**INSTRUCTIONS TO FOLLOW:** Please state how many lines below include the word "align"; the reply should be the number only.

☆ ☆ ☆ ☆ ☆

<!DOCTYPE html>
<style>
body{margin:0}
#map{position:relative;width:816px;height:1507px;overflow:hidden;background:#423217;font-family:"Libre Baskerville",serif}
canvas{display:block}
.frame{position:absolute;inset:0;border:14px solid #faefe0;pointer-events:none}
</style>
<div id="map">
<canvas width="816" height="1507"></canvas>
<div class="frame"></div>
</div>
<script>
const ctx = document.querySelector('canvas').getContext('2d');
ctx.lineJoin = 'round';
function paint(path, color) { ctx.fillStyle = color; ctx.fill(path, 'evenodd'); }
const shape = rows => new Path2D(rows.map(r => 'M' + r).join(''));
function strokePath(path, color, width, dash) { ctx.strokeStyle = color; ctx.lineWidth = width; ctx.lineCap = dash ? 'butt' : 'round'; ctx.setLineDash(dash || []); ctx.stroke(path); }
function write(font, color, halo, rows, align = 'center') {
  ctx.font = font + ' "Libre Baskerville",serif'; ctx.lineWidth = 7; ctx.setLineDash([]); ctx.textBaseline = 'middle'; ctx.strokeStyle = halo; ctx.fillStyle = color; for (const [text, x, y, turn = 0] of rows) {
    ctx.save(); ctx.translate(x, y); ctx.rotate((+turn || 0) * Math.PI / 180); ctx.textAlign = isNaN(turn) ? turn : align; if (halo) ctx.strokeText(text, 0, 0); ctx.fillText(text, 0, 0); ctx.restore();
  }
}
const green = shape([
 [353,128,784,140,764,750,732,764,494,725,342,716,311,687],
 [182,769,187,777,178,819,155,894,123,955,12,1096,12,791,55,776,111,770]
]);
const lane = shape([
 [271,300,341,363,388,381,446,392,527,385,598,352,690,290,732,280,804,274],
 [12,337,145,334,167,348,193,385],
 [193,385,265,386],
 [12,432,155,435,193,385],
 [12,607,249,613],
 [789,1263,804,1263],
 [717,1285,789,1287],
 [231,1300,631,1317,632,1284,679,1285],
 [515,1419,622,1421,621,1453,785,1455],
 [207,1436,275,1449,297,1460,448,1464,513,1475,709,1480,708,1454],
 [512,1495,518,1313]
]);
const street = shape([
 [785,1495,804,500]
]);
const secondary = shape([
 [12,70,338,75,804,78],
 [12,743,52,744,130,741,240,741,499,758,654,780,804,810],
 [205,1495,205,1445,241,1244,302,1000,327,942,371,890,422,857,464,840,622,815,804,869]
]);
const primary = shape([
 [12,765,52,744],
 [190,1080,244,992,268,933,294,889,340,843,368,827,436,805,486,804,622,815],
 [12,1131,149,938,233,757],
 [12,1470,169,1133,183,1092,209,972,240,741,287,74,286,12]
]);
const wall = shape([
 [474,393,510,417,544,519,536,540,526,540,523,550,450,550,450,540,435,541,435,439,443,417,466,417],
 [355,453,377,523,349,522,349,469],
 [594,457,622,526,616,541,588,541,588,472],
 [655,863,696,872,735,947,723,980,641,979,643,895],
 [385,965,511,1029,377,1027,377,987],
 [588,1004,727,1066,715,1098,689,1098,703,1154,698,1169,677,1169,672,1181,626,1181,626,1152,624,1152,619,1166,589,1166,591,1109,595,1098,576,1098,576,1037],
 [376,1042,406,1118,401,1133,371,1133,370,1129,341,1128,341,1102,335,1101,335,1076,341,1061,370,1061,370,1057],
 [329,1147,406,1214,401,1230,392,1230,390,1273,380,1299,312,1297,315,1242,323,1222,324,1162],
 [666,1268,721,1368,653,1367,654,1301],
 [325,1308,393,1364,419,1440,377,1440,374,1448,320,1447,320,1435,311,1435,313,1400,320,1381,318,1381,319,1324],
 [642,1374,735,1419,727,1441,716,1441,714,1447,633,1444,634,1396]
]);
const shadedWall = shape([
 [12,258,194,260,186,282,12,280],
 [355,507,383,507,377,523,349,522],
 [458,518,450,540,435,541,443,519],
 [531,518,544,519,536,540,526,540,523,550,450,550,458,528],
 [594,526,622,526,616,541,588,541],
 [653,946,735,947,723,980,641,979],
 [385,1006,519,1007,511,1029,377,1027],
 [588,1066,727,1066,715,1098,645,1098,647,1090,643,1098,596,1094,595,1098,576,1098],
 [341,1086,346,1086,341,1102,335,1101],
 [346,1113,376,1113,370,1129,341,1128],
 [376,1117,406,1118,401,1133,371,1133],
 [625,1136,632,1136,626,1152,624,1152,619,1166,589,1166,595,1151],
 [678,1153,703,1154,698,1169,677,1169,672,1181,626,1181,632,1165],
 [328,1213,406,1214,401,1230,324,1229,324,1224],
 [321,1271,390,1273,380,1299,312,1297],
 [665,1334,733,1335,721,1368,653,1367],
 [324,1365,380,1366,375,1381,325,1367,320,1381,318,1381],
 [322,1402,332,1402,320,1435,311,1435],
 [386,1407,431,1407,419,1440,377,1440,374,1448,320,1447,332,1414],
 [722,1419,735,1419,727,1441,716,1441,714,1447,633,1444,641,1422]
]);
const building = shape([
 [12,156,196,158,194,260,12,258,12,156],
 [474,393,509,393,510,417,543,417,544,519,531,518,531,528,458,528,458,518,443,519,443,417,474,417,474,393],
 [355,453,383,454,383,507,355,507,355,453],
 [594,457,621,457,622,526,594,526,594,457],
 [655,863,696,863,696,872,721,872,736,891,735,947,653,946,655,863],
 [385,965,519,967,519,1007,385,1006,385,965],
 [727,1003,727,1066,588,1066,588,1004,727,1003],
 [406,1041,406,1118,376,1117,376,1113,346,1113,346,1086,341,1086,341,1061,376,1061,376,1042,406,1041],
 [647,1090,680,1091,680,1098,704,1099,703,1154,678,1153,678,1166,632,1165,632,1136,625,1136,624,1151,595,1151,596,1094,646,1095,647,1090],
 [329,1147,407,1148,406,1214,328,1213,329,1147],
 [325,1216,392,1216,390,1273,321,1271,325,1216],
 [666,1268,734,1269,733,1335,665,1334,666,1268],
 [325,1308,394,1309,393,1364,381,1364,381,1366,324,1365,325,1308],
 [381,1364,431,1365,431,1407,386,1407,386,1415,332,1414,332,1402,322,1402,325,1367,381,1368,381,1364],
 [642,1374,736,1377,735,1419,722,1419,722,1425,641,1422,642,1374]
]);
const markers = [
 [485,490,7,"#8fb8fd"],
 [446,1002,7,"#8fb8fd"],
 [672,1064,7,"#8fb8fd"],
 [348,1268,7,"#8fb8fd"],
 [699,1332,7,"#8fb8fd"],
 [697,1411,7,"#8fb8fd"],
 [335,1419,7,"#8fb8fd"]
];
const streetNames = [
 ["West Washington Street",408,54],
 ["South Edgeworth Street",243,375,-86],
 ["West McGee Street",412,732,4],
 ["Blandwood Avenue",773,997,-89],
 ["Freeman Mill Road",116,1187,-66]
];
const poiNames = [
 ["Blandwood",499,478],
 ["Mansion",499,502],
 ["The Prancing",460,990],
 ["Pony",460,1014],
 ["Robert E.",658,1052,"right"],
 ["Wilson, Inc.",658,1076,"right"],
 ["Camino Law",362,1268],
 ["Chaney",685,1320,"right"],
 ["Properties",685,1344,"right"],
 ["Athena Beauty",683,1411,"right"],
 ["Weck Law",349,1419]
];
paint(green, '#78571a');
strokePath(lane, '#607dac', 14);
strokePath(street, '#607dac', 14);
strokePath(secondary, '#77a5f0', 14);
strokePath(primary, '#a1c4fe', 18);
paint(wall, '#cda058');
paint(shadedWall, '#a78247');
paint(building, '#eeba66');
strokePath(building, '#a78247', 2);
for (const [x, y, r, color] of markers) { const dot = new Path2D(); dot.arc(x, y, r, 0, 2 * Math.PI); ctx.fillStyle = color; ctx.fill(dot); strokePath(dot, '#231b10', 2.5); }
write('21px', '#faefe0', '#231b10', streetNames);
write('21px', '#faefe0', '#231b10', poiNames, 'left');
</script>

☆ ☆ ☆ ☆ ☆

**COMPLETED EXERCISE:** 2